Interview with Moonalice at Bottlerock Music Festival 2016

Image Credit: Allison Anilao

Image Credit: Allison Anilao

Rock band Moonalice closed the night on the Miner Family Winery Stage this past weekend at the Bottlerock Music Festival in Napa, California. The four members: John Molo, Barry Sless, Pete Sears, Roger McNamee and Doobie Decibel System member Jason Crosby, participated in a press conference just before their act to talk about working in the music industry and their thoughts on streaming their performance online!

I’m just curious. You’re playing with Moonalice and DDS (Doobie Decibel System). How is it different? That’s gonna be crazy this weekend.

Roger McNamee: No, it’s not crazy at all. The music business is such that we all have to play in multiple things. So, if you think back. The time where I was talking about where it cost a dollar to get in? People were in one band. It was full-time. That was what they did. Now it’s hard for a band to play more than fifty to sixty shows a year. So, if you wanna be a full-time musician, you have to be in multiple bands, right? Barry, John and Pete all play in the David Nelson Band. Barry, John and Jason play with Phil Lesh. Pete plays with people all over the place. The three of us: Pete, Jason and I play in the electric version of DDS. Jason and I play the duo. Everybody is doing lots so what it means is that we get to stay here one more day. We get to play different kinds of music. It’ll just be a duo. Tight harmony vocals but it’s still us. Different songs. Different vibes. In a tent. Hopefully people will be really drunk or hung over. But seriously. You’re lucky if you could play more than one band. It’s a privilege. The hard part is finding an audience.

John Molo: We’ve gone out a bunch of times and I thought I was part of a couple of good bands. I’m like, “I’m not finding them and they’re not finding us.” So there are those times as Roger said, it’s really fun, the music part. But there are a few obstacles along the way, undoubtedly. But, if you know, the drummer from Saturday Night Live said, “A gig is a gig is a gig.” And, essentially, if you could get out there and play some good tunes with some great players it’s just magical. It’s like riding a bike or a skateboard. It’s just a very fun thing.

McNamee: Where you’re going is… Music is inherently about people getting together informally and then if it really works then you do it formally. I mean with Jason and me, you literally showed up at a Moonalice show in SweetWater, sits in, and goes, “We gotta get together.” We get together, try a few songs, it sounds great. Somebody needs somebody to open so we go at SweetWater. Next thing you know it’s a band. And then we get sued by the Doobie Brothers. We went from nothing to getting sued by the Doobie Brothers in a matter of about a few months. It was just unbelievable. So chance plays a really big role in the whole thing. So if nobody sues us tomorrow, that would be a really good day!
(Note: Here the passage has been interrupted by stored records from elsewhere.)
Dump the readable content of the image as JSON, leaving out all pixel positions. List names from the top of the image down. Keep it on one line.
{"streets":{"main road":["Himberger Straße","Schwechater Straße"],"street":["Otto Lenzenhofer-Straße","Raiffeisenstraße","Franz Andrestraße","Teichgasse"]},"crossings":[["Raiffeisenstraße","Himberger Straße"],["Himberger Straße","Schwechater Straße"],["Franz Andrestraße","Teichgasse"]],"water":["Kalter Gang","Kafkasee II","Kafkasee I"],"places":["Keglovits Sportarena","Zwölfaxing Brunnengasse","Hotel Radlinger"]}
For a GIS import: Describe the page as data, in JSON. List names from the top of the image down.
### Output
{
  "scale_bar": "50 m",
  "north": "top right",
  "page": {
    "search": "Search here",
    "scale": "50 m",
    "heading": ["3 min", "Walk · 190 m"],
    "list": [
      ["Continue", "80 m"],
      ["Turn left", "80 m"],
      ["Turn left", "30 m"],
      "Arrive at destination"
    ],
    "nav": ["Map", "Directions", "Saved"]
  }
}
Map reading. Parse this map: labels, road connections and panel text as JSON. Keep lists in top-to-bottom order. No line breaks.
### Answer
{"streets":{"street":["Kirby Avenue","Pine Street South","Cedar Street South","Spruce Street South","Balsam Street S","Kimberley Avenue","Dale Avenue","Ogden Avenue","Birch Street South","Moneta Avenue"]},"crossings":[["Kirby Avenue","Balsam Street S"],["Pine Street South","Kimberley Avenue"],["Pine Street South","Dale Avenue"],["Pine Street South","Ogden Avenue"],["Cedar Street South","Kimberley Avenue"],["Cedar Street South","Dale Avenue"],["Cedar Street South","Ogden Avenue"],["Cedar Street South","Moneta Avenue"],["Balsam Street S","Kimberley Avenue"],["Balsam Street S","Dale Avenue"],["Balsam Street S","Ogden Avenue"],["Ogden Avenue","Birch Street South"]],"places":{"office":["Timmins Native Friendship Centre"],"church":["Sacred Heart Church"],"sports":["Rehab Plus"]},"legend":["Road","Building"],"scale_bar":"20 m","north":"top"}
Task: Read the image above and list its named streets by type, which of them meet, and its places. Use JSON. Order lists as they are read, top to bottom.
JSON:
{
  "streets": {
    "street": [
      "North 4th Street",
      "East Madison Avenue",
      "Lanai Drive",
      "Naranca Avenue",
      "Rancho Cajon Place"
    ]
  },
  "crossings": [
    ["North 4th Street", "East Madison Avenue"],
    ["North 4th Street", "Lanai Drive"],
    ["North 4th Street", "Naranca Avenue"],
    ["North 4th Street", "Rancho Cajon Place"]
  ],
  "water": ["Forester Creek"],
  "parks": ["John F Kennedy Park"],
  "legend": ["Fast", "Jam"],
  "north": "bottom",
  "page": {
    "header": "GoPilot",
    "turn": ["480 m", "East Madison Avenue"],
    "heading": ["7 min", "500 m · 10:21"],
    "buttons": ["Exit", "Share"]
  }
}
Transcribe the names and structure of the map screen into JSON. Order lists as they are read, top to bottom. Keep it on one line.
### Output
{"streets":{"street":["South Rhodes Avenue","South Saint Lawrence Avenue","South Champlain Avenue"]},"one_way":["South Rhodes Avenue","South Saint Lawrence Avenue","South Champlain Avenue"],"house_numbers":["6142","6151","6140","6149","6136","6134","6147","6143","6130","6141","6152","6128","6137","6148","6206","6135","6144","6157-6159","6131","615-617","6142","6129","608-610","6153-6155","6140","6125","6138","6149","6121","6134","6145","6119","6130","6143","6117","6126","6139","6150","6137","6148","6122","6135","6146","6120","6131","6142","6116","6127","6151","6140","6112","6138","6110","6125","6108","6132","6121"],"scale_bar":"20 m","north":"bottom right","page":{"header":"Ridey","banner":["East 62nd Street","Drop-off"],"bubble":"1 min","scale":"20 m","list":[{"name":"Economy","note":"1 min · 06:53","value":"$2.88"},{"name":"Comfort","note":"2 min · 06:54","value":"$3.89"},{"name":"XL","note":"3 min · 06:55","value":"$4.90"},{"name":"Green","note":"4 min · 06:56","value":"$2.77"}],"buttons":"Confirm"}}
You’ve provided live streaming technology for Hardly Strictly Bluegrass and probably some other shows you’ve played. Since you’re familiar with Bottlerock, is that something you’ve put on the table with the promoters of this festival?

McNamee: Well, if they were interested. They would ask. I think it’s a different problem here because Bluegrass Festival, it’s mostly mature bands. They’ve been doing it for a bunch of years. They don’t charge anybody. They don’t pay. You know, the artists get well paid. They made it a condition, to play at the festival, you have to be streamed. At a show like this, you’ve got a lot of artists who are super sensitive about having their stuff shared. Personally, I don’t think that makes sense economically, but I understand, and people have the right to make that call. Hell, if the folks here ever asked us, we’d be here in a heartbeat. Are you kidding? Because we figured out how to do it and it’s really cool, right? What’s weird is that it doesn’t cost very much. It took a while to figure out. It started with our drum tech. He just had to point a camera and then next thing you know, we’re broadcasting live. We didn’t anticipate any of that stuff.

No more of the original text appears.